The British musician Graham Collier is an astute observer and a good writer. (Rifftides recently reviewed one of his early recordings.) In the current entry on his web site, Collier comments favorably on artsjournal.com blogger Terry Teachout’s review in Commentary of Alyn Shipton’s massive A New History of Jazz. Unfortunately Teachout’s review is available on line only to Commentary subscribers. Part of it is quoted later in this posting. Collier questioned TT’s observation that “it is by no means clear that post-modern jazz is itself sufficiently coherent to be grasped as a unified phenomenon continuous with pre-1970 predecessors.”
Here’s what Graham Collier wrote in response to Teachout’s proposition:
To expect what has happened in jazz in the last 50 years to be as coherent as what happened before is to miss the wood for the trees. There was a change in jazz in the period between the mid 1950s and the mid 1960s which opened up the music in such a way that it will never be the same again, and this change made any “coherence” impossible. For me the pivotal point was Miles Davis’s 1959 album Kind of Blue, but other musicians, such as Ornette Coleman, Charles Mingus, Cecil Taylor and John Coltrane, were each trying to open up the music in their own way.
The result has been the possibility of musicians developing their own way, showing influences (such as that of Ellington, Mingus and Gil Evans in my music) but realising that there is now room for unique jazz voices to develop. To invert my previous analogy, there are now lots and lots of individual trees and no wood will ever emerge.

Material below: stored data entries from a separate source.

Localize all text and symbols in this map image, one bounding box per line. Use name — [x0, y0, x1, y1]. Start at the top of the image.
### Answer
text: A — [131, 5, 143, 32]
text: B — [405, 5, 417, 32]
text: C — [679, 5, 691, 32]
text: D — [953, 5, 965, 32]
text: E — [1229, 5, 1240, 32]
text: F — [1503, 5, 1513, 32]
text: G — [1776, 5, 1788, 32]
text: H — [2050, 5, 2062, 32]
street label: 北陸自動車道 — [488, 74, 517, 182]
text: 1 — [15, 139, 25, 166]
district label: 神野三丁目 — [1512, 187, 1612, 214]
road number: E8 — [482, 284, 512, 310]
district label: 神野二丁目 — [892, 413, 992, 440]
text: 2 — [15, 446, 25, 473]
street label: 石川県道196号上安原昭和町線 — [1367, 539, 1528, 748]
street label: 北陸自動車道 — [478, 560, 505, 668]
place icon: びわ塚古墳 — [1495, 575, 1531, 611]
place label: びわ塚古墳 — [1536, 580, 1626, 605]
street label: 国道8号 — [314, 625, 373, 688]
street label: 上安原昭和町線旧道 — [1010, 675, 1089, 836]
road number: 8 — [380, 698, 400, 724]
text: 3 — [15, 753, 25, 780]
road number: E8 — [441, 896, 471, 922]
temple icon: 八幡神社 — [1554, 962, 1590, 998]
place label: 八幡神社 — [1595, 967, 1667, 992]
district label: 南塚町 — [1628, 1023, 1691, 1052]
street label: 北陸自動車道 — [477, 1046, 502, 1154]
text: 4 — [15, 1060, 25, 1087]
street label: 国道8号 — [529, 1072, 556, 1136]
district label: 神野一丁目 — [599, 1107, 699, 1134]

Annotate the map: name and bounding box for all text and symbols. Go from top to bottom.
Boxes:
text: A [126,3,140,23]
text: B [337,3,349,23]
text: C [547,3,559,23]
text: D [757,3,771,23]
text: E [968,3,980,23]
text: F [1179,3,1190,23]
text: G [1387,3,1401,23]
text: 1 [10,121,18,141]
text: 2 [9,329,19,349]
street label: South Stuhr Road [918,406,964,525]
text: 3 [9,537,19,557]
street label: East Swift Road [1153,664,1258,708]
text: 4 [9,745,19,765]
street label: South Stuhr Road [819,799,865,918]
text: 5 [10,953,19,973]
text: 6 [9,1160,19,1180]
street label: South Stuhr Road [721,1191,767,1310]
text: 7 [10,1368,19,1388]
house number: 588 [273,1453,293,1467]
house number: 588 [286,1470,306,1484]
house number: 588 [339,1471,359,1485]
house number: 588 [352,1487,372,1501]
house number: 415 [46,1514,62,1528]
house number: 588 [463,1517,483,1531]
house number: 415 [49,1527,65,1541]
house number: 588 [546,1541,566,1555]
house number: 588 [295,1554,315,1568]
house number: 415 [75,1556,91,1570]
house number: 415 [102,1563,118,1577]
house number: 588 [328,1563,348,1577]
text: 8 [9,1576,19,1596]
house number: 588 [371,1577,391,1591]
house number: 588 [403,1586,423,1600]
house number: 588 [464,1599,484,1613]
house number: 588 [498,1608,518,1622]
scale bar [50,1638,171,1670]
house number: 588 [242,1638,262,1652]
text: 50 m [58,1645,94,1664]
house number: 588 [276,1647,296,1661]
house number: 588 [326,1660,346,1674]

My guess is that close listeners familiar with the first decades of jazz hear incoherence in plenty of new music after, say, 1958, the year of Ornette Coleman’s Something Else. If we need a benchmark year, ’58 is as good as any for the apparent start of a shift away from strict observance of traditional harmony and, to an extent, from melody and rhythm. (In Coleman’s case, the shift was not nearly as radical as those who professed shock or outrage over it seemed to think it was.) You could make a case that the beginnings of a shift came in 1949, when Lennie Tristano recorded “Intuition” and “Digression.” Although those free pieces did not start a movement, they forecast it. Pick a year. How about 1946? Shorty Rogers told me that to kill time between shows at the Paramount Theater in New York, members of Woody Herman’s First Herd stood in a circle in the basement playing what fifteen years later came to be called free jazz. But who knew? Rogers said, “We’d never have dreamed of doing that in public.” If we’re dealing in forestry metaphors, the Herman Herd example is a case of a tree that fell, or grew, with no one hearing it.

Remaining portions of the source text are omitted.